On doit apporter du vin frais;
Quelque régal il nous faut faire.

SEPTIÈME ENTRÉE. LA FEMME ET LE MARCHAND, tous deux dans la boutique; et un pâtissier qui apporte la collation.

LE PATISSIER

Un bon bourgeois se met en frais...

(Il aperçoit le marchand qui caresse la femme du savetier, et dit

à part :)

Oh! oh! yoici bien autre affaire;

Mais ne faisons semblant de rien...
(Il s'adresse au marchand et à la femme.)
Bonjour, monsieur, bonjour, madame.

LE MARCHAND

Tous tes dauphins (1) ne valent rien.
LE PATISSIER

En voici de bons, sur mon âme.

LE MARCHAND

Mets sur ton livre, pâtissier;

Je n'ai pas un sou de monnaie.

(Le pâtissier sort, et le marchand, buvant à la santé de la femme, dit :)

A vous !

LA FEMME

A vous ! mais le papier?

LE MARCHAND, montrant le papier qui contient l'obligation que le savetier a souscrite à son profit. Le voilà.

LA FEMME

Donnez que je voie ;

Donnez, donnez, mon cher monsieur.
LE MARCHAND

Avant, donnez-moi la victoire.

LA FEMME

Je suis vraiment femme d'honneur ;
Quand j'ai juré, l'on peut me croire :
Déchirez.

LE MARCHAND, déchirant à plusieurs reprises un coin de l'obligation

Crac!

LA FEMME

Déchirez donc;

Vous n'en déchirez que partie.

LE MARCHAND, déchirant le papier en entier.
Il est déchiré tout du long.

Hem !

LA FEMME, toussant.

LE MARCHAND

Qu'avez-vous, ma douce amie?

་་

(1) « Petits pâtés. »

LA FEMME, toussant encore plus fort.

C'est le rhume.

LE MARCHAND

Foin de la toux!

Assurément ce sont défaites.

HUITIEME ENTRÉE

LE SAVETIER, accourant en diligence au signal, et disant d'un air railleur et courroucé :

Ah! monsieur, quoi ! vous voir chez nous ?
C'est trop d'honneur que vous nous faites.
LE MARCHAND, se levant.

Argent! argent!

LE SAVETIER, d'un air menaçant, et cherchant à prendre
l'obligation que le marchand tient à la main.
Papier! papier!

LE MARCHAND, effrayé.

Si je m'oblige à vous le rendre?

LE SAVETIER, s'avançant furieux sur le marchand.
Ce n'est mon fait point de quartier;

Je ne me laisse point surprendre.

(Le marchand remet le papier au savetier, et sort de sa boutique et du théâtre.

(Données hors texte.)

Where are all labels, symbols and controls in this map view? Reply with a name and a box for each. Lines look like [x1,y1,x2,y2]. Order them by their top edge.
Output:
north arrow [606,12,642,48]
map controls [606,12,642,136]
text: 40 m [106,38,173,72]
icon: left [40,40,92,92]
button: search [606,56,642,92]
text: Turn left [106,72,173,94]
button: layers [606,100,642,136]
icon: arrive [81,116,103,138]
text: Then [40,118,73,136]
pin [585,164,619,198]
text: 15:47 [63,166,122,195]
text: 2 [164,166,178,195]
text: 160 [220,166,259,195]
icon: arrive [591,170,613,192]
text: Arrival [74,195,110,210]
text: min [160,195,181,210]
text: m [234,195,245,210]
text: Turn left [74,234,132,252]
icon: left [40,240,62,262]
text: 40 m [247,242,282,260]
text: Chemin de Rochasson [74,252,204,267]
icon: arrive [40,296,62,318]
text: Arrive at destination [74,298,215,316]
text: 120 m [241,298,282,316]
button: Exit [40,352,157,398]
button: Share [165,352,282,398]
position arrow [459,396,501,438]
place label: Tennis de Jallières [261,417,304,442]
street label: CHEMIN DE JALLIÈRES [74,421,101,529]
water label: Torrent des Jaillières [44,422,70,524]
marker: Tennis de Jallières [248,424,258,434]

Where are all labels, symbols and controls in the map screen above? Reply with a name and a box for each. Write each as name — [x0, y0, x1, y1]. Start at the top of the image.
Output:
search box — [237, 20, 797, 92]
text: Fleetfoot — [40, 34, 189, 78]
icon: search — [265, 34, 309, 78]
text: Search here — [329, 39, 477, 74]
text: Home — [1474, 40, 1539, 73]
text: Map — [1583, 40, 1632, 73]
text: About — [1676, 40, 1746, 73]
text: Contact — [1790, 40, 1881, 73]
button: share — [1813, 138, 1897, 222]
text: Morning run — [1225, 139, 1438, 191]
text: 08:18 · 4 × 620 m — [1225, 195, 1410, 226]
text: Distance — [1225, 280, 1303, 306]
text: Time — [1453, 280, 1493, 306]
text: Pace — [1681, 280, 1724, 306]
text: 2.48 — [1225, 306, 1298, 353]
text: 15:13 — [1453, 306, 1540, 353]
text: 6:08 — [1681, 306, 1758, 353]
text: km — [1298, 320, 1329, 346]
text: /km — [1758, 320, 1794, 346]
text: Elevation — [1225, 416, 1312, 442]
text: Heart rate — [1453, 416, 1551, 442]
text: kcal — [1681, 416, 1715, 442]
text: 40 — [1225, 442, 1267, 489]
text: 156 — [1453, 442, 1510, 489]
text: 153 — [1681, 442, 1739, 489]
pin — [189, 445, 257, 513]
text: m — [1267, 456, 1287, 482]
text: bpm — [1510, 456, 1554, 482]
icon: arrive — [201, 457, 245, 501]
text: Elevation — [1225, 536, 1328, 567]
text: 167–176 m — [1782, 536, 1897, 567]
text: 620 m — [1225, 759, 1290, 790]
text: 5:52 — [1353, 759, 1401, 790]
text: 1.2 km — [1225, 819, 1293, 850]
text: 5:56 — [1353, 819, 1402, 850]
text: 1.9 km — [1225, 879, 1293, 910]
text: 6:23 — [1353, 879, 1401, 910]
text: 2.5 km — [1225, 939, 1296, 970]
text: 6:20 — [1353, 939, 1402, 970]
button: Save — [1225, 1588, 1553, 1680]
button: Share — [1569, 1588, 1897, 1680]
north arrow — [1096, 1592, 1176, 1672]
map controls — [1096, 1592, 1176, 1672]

Le savetier et sa femme éclatent de rire. L'on danse.)

Quand La Fontaine reprendra, plus tard, dans les Contes, ce thème du Savetier, il ne fera pas mieux. « La grâce et l'ironie champenoises » vantées par Michelet, et qui paraissent ici, témoignent assez haut qu'au moment des Rieurs, le poète n'en est plus seulement à Malherbe, à Platon et Térence; il a lu« maître François »; il a lu Marot et Voiture; Marie de France et la reine de Navarre ont conté pour lui leurs doux contes!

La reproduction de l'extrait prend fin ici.